AVAILABLE DATA:
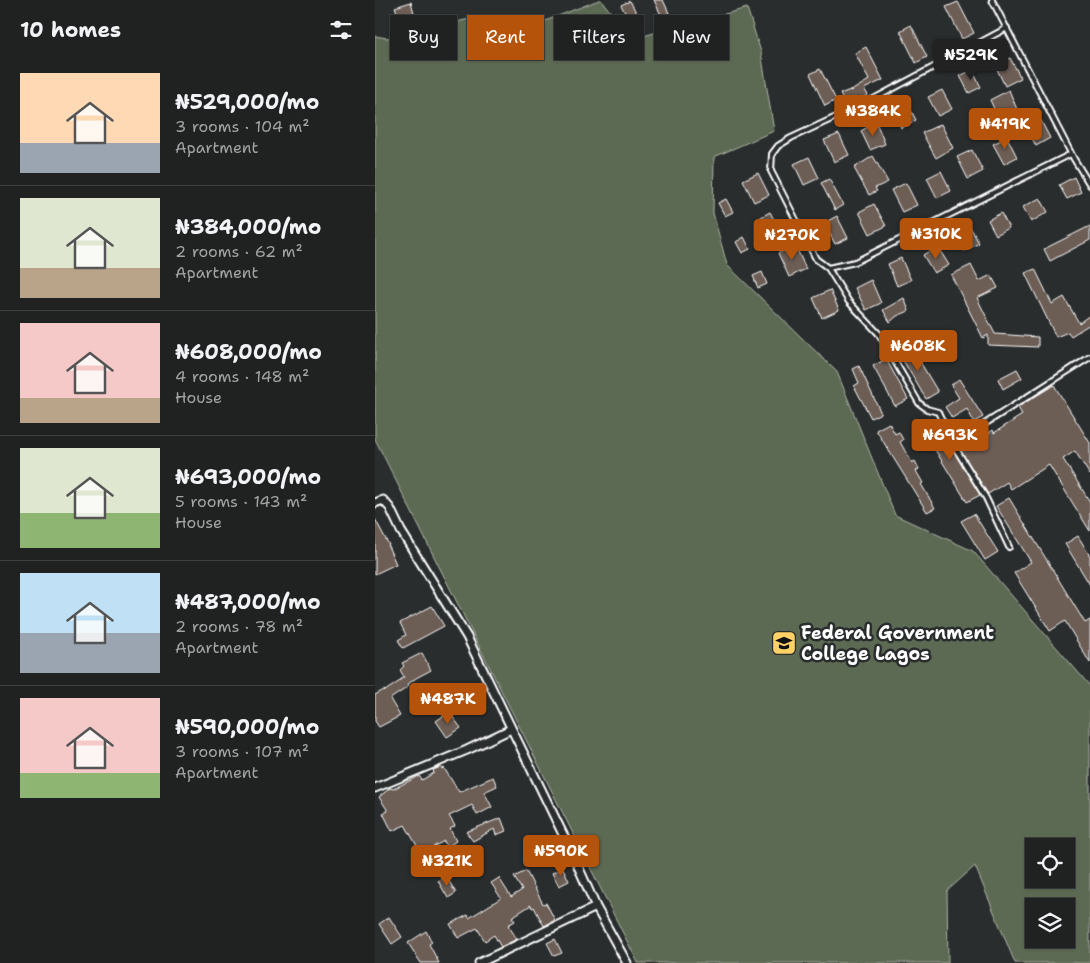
<!DOCTYPE html>
<html lang="en">
<head>
<meta charset="utf-8">
<style>
  body { margin:0; font-family:"Shantell Sans",sans-serif; background:#282a2a; color:#f1f3f6; height:100vh; display:flex; flex-direction:column; font-size:19px; white-space:nowrap }
  * { box-sizing:border-box; margin:0 }
  p { font-size:16px; color:#a2a4a5 }
  .icon { flex:none; width:28px; height:28px; fill:none; stroke:currentColor; stroke-width:2; stroke-linecap:round; stroke-linejoin:round }
  .map { position:relative; flex:1; overflow:hidden }
  .details { display:flex; flex-direction:column; background:#202222; width:375px }
  .details>* { flex:none }
  .hud { position:absolute; left:15px; top:15px; width:475px; height:45px; display:flex; gap:10px }
  .fabs { position:absolute; left:650px; top:838px; display:grid; gap:10px }
  .fabs a { display:grid; place-items:center; width:50px; height:50px; border-radius:0px; background:#202222; box-shadow:0 1px 4px #0004,0 0 0 1px #3d3f40; font-size:25px }
  .price { position:absolute; translate:-50% -42px; padding:0 11px; border-radius:5px; background:#b45309; color:#fff; font-size:16px; line-height:32px; filter:drop-shadow(0 1px 2px #0008) }
  .price::after { content:''; position:absolute; left:50%; top:30px; width:15px; height:11px; margin-left:-8px; background:inherit; clip-path:polygon(0 0,100% 0,50% 100%) }
  .price.on { background:#222; color:#fff }
  ul { padding:0; list-style:none }
  li { display:flex; align-items:center; gap:15px; height:125px; padding:0 20px }
  li+li { border-top:1px solid #3d3f40 }
  li span { display:grid; place-items:center; flex:none; width:140px; height:100px; border-radius:0px; color:#555 }
  li>.icon { margin-inline-start:auto }
  span .icon { width:60px; height:60px; fill:#fffc; stroke-width:1 }
  li b { font-size:21px }
  h2 { display:flex; justify-content:space-between; align-items:center; height:60px; padding:0 20px; font-size:21px }
  .chip { padding:0 18px; border-radius:0px; background:#202222; box-shadow:0 1px 4px #0004,0 0 0 1px #3d3f40; font-size:18px; line-height:45px }
  .chip.on { background:#b45309; color:#fff }
  main { display:flex; flex:1; min-height:0 }
  .map>svg:first-child { display:block }
</style>
</head>
<body>
<main>
<section class="details">
<h2>10 homes<svg class="icon" aria-label="filters" viewBox="0 0 24 24"><path d="M4 7h16M4 17h16"/><circle cx="9" cy="7" r="2"/><circle cx="15" cy="17" r="2"/></svg></h2>
<ul>
<li><span style="background:linear-gradient(#ffd9b3 70%,#9aa5b1 0)"><svg class="icon" aria-label="home" viewBox="0 0 24 24"><path d="M3 11l9-7 9 7M6 9v11h12V9"/></svg></span><div><b>₦529,000/mo</b><p>3 rooms · 104 m²</p><p>Apartment</p></div></li>
<li><span style="background:linear-gradient(#dfe7d0 70%,#b9a48a 0)"><svg class="icon" aria-label="home" viewBox="0 0 24 24"><path d="M3 11l9-7 9 7M6 9v11h12V9"/></svg></span><div><b>₦384,000/mo</b><p>2 rooms · 62 m²</p><p>Apartment</p></div></li>
<li><span style="background:linear-gradient(#f6c9c9 75%,#b9a48a 0)"><svg class="icon" aria-label="home" viewBox="0 0 24 24"><path d="M3 11l9-7 9 7M6 9v11h12V9"/></svg></span><div><b>₦608,000/mo</b><p>4 rooms · 148 m²</p><p>House</p></div></li>
<li><span style="background:linear-gradient(#dfe7d0 65%,#8fb573 0)"><svg class="icon" aria-label="home" viewBox="0 0 24 24"><path d="M3 11l9-7 9 7M6 9v11h12V9"/></svg></span><div><b>₦693,000/mo</b><p>5 rooms · 143 m²</p><p>House</p></div></li>
<li><span style="background:linear-gradient(#bfe0f5 60%,#9aa5b1 0)"><svg class="icon" aria-label="home" viewBox="0 0 24 24"><path d="M3 11l9-7 9 7M6 9v11h12V9"/></svg></span><div><b>₦487,000/mo</b><p>2 rooms · 78 m²</p><p>Apartment</p></div></li>
<li><span style="background:linear-gradient(#f6c9c9 75%,#8fb573 0)"><svg class="icon" aria-label="home" viewBox="0 0 24 24"><path d="M3 11l9-7 9 7M6 9v11h12V9"/></svg></span><div><b>₦590,000/mo</b><p>3 rooms · 107 m²</p><p>Apartment</p></div></li>
</ul>
</section>
<div class="map">
<svg width="715" height="963" viewBox="0 0 715 963">
  <rect width="100%" height="100%" fill="#2a2d2e"/>
  <filter id="ink" filterUnits="userSpaceOnUse"><feTurbulence type="fractalNoise" baseFrequency=".02" numOctaves="2"/><feDisplacementMap in="SourceGraphic" scale="10" xChannelSelector="R" yChannelSelector="G"/><feConvolveMatrix kernelMatrix="1 2 1 2 8 2 1 2 1" color-interpolation-filters="sRGB"/></filter>
  <g filter="url(#ink)">
    <path fill="#5d6a52" stroke="#aeb4a8" fill-rule="evenodd" d="M224,0H226L257,39L372,8L386,52L399,131L339,157L338,213L352,265L462,372L520,515L598,551L715,686V963H640L600,866L572,891L573,963H263L0,439V36L12,38L103,17L142,32ZM659,846H691V879H659ZM659,906H691V939H659Z"/>
    <path fill="#6c5d54" stroke="#fff" d="M279,0H288L294,13L287,17Z
      M255,1L268,25L259,30L246,5Z
      M36,2L39,13L24,17L20,7Z
      M583,2L599,33L587,39L571,7Z
      M242,21L248,42L256,40L258,47L240,52L232,24Z
      M536,25L552,57L541,63L525,31Z
      M491,47L508,80L489,89L493,95L471,106L465,94L475,90L476,91L494,80L480,53Z
      M635,58L646,78L630,86L620,65Z
      M445,69L461,100L450,106L435,74Z
      M597,70L606,87L594,93L585,76Z
      M567,90L577,109L563,116L553,97Z
      M634,90L646,119L627,126L615,100Z
      M531,101L541,120L526,128L516,108Z
      M664,117L675,138L661,146L650,125Z
      M501,122L510,144L495,150L486,131Z
      M566,124L578,148L561,158L547,133Z
      M464,134L474,155L459,162L449,140Z
      M632,137L642,157L629,164L618,144Z
      M597,150L608,171L593,179L582,157Z
      M498,156L513,182L500,188L502,191L494,195L479,168Z
      M434,157L444,178L429,185L419,164Z
      M566,171L576,191L562,198L552,178Z
      M383,173L394,195L379,202L368,180Z
      M699,177L706,192L692,199L684,185Z
      M454,179L468,205L460,210L446,183Z
      M531,183L542,205L527,212L516,190Z
      M665,198L673,212L656,222L648,207Z
      M351,199L358,212L350,216L343,203Z
      M499,204L511,226L495,234L484,212Z
      M395,212L407,235L393,242L381,220Z
      M626,213L634,228L621,235L613,220Z
      M462,216L473,238L460,244L449,223Z
      M593,223L604,243L589,251L579,232Z
      M715,226V240L675,261L669,249Z
      M369,237L375,249L367,253L361,242Z
      M420,245L431,269L414,277L403,253Z
      M562,246L574,265L559,273L548,255Z
      M526,258L536,280L522,286L513,264Z
      M596,265L604,281L616,275L623,288L602,298L620,334L663,337V347L613,345V335L608,338L576,275Z
      M660,269L677,304L689,297L704,323L715,315V324L696,336L693,332L681,337L650,273Z
      M387,272L392,284L383,288L378,276Z
      M496,280L506,303L491,310L480,288Z
      M455,290L464,310L447,318L438,298Z
      M529,298L534,311L522,316L515,322L508,310Z
      M535,345L563,392L551,399L523,352Z
      M511,359L533,399L520,406L498,366Z
      M484,366L506,413L496,418L479,386L484,383L478,369Z
      M642,369L647,378L628,389L623,379Z
      M584,379L608,417L599,422L592,409L577,418L570,407L584,398L576,385Z
      M679,385L715,443V475L700,451L688,459L715,502V531L674,465L636,489L632,482L613,494L586,451L618,430L619,433L647,415L643,407Z
      M559,419L605,495L592,502L546,427Z
      M514,423L520,434L524,432L528,440L525,442L537,463L540,461L544,469L541,471L548,483L546,484L560,508L552,512L501,430Z
      M634,498L710,623L715,620V663L690,621L675,631L639,573L656,562L621,506Z
      M599,514L623,552L610,560L586,521Z
      M0,519L14,545L13,546L21,564L0,574Z
      M703,536L715,556V585L690,544Z
      M57,606L69,626L28,648L23,640L31,635L25,623Z
      M47,653L56,670L41,678L32,685L33,687L15,699L25,716L4,727L0,721V695L9,690L10,691L25,681V680L29,677L25,670L29,666L27,663Z
      M80,682L83,689L66,698L62,691Z
      M74,712L86,728L72,737L61,721Z
      M66,767L67,769L69,768L84,792L118,777L122,786L109,792L117,807L102,815L97,805L74,816L80,826L75,829L81,841L72,847L69,841L56,848L58,851L48,856L30,825L17,831L8,813L13,811L4,797L15,788L18,789L44,776L47,780L59,773L58,770Z
      M126,818L131,831L121,835L119,829L98,841L91,832Z
      M188,868L194,881L184,886L177,873Z
      M151,871L168,904L171,903L180,920L169,926L159,907L157,908L156,905L137,917L140,921L133,925L142,939L126,947L119,935L110,941L102,928L83,938L75,924L93,915L94,918L126,898L116,883L124,878L136,897L147,890L139,877Z
      M71,876L81,893L73,898L63,881Z
      M14,917L27,937L17,944L4,924Z
      M51,931L57,942L54,944L64,963H46L33,943Z
      M180,939L187,953L179,956L172,943Z"/>
    <g fill="none" stroke-linecap="round" stroke-linejoin="round">
      <defs>
        <path id="lane" d="M617,0L699,159L715,185
          M632,28L491,103L416,138L403,146L397,154L396,171L441,259L453,268L480,262L696,154
          M453,268L474,302L504,334L544,403L552,409L563,412L578,444L611,498L634,547
          M578,444L715,357"/>
        <path id="street" d="M0,503L8,500L15,508L26,531L92,637L199,857L221,907L252,963
          M0,788L92,750L136,729
          M104,963L221,907"/>
      </defs>
      <use href="#lane" stroke="#fff" stroke-width="8"/>
      <use href="#street" stroke="#fff" stroke-width="11"/>
      <use href="#lane" stroke="#2a2d2e" stroke-width="4"/>
      <use href="#street" stroke="#2a2d2e" stroke-width="7"/>
    </g>
  </g>
  <defs>
    <symbol id="school-square" viewBox="-11 -11 22 22"><rect x="-9" y="-9" width="18" height="18" rx="4" fill="#ffd166" stroke="#2a2d2e"/><path d="M0-5L7-2L0 1L-7-2ZM-4 1L0 2.5L4 1V4Q0 6-4 4Z" fill="#111"/></symbol>
  </defs>
  <g fill-rule="evenodd">
    <use href="#school-square" x="395" y="629" width="28" height="28"/>
  </g>
  <g text-anchor="middle" dominant-baseline="central" stroke-width="5" stroke-linejoin="round" paint-order="stroke">
    <g font-size="18" font-weight="bold" fill="#fff" stroke="#2a2d2e" text-anchor="start">
      <text x="426" y="633">Federal Government<tspan x="426" dy="21">College Lagos</tspan></text>
    </g>
  </g>
</svg>
<div class="fabs">
<a><svg class="icon" aria-label="locate" viewBox="0 0 24 24"><circle cx="12" cy="12" r="6"/><path d="M12 2v4M12 18v4M2 12h4M18 12h4"/></svg></a>
<a><svg class="icon" aria-label="layers" viewBox="0 0 24 24"><path d="M12 4l9 5-9 5-9-5zM3 14l9 5 9-5"/></svg></a>
</div>
<b class="price on" style="left:596px;top:81px">₦529K</b>
<b class="price" style="left:498px;top:137px">₦384K</b>
<b class="price" style="left:630px;top:150px">₦419K</b>
<b class="price" style="left:561px;top:260px">₦310K</b>
<b class="price" style="left:417px;top:261px">₦270K</b>
<b class="price" style="left:543px;top:372px">₦608K</b>
<b class="price" style="left:575px;top:461px">₦693K</b>
<b class="price" style="left:73px;top:725px">₦487K</b>
<b class="price" style="left:186px;top:877px">₦590K</b>
<b class="price" style="left:72px;top:887px">₦321K</b>
<div class="hud">
<a class="chip">Buy</a>
<a class="chip on">Rent</a>
<a class="chip">Filters</a>
<a class="chip">New</a>
</div>
</div>
</main>
</body>
</html>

EXERCISE:
Among the lines above, which hold the word "flex"? Report each one.

EXERCISE OUTPUT:
  body { margin:0; font-family:"Shantell Sans",sans-serif; background:#282a2a; color:#f1f3f6; height:100vh; display:flex; flex-direction:column; font-size:19px; white-space:nowrap }
  .icon { flex:none; width:28px; height:28px; fill:none; stroke:currentColor; stroke-width:2; stroke-linecap:round; stroke-linejoin:round }
  .map { position:relative; flex:1; overflow:hidden }
  .details { display:flex; flex-direction:column; background:#202222; width:375px }
  .details>* { flex:none }
  .hud { position:absolute; left:15px; top:15px; width:475px; height:45px; display:flex; gap:10px }
  li { display:flex; align-items:center; gap:15px; height:125px; padding:0 20px }
  li span { display:grid; place-items:center; flex:none; width:140px; height:100px; border-radius:0px; color:#555 }
  h2 { display:flex; justify-content:space-between; align-items:center; height:60px; padding:0 20px; font-size:21px }
  main { display:flex; flex:1; min-height:0 }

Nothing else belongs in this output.